(Stored data entries)
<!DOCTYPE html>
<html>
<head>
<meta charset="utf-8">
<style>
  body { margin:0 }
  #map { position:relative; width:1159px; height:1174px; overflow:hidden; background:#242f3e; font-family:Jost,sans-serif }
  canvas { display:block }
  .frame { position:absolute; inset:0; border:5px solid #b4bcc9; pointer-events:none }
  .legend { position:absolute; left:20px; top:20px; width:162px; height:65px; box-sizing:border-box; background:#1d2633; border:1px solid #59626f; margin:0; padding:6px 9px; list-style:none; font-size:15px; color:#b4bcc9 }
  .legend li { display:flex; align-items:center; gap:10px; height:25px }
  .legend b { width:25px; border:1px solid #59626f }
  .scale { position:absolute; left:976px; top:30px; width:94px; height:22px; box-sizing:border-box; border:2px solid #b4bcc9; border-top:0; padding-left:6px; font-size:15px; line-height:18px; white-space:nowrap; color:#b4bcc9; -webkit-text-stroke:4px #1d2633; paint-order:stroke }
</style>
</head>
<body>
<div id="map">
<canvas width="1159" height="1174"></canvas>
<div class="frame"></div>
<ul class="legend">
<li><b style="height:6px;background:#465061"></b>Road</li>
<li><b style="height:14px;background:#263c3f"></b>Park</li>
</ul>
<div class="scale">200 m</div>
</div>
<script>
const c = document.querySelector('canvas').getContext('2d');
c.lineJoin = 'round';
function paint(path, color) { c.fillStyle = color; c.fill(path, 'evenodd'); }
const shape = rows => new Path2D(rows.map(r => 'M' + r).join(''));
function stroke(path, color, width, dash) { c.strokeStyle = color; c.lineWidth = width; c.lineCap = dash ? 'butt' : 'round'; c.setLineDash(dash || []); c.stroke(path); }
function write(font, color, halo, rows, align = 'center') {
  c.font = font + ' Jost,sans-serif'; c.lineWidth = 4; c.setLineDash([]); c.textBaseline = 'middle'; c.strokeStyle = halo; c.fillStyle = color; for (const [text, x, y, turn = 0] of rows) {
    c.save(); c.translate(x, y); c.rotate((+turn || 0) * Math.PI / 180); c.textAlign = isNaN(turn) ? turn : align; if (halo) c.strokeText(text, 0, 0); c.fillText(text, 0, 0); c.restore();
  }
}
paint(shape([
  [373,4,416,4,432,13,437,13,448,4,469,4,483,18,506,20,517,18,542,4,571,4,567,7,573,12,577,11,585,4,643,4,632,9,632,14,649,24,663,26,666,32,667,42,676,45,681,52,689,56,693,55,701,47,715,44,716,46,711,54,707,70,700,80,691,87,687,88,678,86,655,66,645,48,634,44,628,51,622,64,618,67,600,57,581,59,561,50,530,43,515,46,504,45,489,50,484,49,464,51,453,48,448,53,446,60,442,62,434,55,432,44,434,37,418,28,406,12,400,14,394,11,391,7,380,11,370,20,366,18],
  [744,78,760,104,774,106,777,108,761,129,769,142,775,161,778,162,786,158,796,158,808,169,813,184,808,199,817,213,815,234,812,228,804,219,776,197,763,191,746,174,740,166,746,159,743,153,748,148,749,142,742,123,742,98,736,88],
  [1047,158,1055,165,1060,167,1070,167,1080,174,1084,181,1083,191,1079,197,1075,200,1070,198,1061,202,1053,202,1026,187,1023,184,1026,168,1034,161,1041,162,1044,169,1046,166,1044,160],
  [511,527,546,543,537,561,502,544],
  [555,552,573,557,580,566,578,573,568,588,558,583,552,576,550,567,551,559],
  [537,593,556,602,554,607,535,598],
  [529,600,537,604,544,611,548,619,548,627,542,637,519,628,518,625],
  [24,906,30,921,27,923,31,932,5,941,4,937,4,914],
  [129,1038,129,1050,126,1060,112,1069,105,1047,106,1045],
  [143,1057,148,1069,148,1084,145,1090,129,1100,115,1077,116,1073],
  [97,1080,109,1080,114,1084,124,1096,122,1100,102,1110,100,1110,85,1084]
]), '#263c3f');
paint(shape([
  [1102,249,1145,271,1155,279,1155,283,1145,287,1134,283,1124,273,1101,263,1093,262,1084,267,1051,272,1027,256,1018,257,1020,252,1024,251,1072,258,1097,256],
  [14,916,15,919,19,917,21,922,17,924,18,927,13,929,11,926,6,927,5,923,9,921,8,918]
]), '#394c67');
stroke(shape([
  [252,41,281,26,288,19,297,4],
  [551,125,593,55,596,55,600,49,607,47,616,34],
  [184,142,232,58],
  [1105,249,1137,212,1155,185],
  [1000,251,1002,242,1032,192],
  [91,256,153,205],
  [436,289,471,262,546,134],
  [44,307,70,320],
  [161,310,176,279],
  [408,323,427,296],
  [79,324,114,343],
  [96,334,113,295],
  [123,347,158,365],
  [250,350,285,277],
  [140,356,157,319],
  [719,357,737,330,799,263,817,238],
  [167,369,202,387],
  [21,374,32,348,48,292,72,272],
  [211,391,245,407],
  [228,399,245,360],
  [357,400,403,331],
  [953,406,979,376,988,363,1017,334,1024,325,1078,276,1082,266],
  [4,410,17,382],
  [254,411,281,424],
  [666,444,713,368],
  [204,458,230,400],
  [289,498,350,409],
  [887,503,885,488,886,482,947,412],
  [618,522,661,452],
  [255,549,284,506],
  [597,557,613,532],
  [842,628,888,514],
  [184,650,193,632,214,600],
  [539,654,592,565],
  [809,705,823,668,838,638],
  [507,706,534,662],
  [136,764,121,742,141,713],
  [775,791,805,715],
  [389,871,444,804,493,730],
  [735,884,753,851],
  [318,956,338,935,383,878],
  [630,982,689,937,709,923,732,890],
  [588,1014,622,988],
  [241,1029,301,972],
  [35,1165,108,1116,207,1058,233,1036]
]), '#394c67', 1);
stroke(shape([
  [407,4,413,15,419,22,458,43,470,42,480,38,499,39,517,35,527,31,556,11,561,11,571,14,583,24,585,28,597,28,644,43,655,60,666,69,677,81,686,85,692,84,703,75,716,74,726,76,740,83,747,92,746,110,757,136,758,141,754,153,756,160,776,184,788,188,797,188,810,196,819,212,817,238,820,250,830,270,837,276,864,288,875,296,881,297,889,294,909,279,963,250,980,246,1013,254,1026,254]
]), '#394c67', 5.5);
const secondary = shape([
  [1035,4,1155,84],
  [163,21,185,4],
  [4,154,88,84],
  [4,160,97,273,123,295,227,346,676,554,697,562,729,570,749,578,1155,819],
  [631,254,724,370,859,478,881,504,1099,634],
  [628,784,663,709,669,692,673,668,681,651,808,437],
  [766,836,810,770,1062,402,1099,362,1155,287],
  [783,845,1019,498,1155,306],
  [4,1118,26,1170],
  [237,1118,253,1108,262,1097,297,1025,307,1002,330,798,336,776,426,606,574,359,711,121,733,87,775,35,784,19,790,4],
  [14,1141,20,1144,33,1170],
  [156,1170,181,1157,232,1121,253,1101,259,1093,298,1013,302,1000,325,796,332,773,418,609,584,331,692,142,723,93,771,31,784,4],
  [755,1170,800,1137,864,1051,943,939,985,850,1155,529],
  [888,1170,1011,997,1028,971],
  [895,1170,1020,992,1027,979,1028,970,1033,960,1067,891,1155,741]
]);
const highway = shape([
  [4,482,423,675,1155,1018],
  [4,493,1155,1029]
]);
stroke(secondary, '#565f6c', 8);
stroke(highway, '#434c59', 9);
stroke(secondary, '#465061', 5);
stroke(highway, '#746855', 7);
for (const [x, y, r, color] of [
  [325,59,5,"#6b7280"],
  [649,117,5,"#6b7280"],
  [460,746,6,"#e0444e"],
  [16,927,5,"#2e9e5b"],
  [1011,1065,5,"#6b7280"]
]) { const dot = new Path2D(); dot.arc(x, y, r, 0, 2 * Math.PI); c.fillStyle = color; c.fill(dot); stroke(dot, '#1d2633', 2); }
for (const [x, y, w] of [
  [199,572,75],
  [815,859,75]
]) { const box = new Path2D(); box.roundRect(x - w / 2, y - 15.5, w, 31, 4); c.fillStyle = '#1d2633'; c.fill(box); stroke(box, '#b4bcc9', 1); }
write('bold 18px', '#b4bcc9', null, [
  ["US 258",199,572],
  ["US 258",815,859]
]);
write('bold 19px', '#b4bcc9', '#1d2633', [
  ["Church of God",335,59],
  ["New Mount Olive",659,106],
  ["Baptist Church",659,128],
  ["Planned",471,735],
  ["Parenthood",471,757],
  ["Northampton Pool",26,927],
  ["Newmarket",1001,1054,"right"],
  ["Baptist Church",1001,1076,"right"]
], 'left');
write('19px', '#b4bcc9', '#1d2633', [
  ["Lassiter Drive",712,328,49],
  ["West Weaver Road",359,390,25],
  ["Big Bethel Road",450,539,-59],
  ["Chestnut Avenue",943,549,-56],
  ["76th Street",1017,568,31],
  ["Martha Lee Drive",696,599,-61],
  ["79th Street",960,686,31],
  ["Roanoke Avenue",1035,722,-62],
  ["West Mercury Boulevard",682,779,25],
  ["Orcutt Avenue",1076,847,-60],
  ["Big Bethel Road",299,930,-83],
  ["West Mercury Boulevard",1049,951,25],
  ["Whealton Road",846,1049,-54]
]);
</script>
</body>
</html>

» **Assigned task**: Tell how many lines in the records above contain "canvas", giving the number and no other words.

» **Exercise result**: 3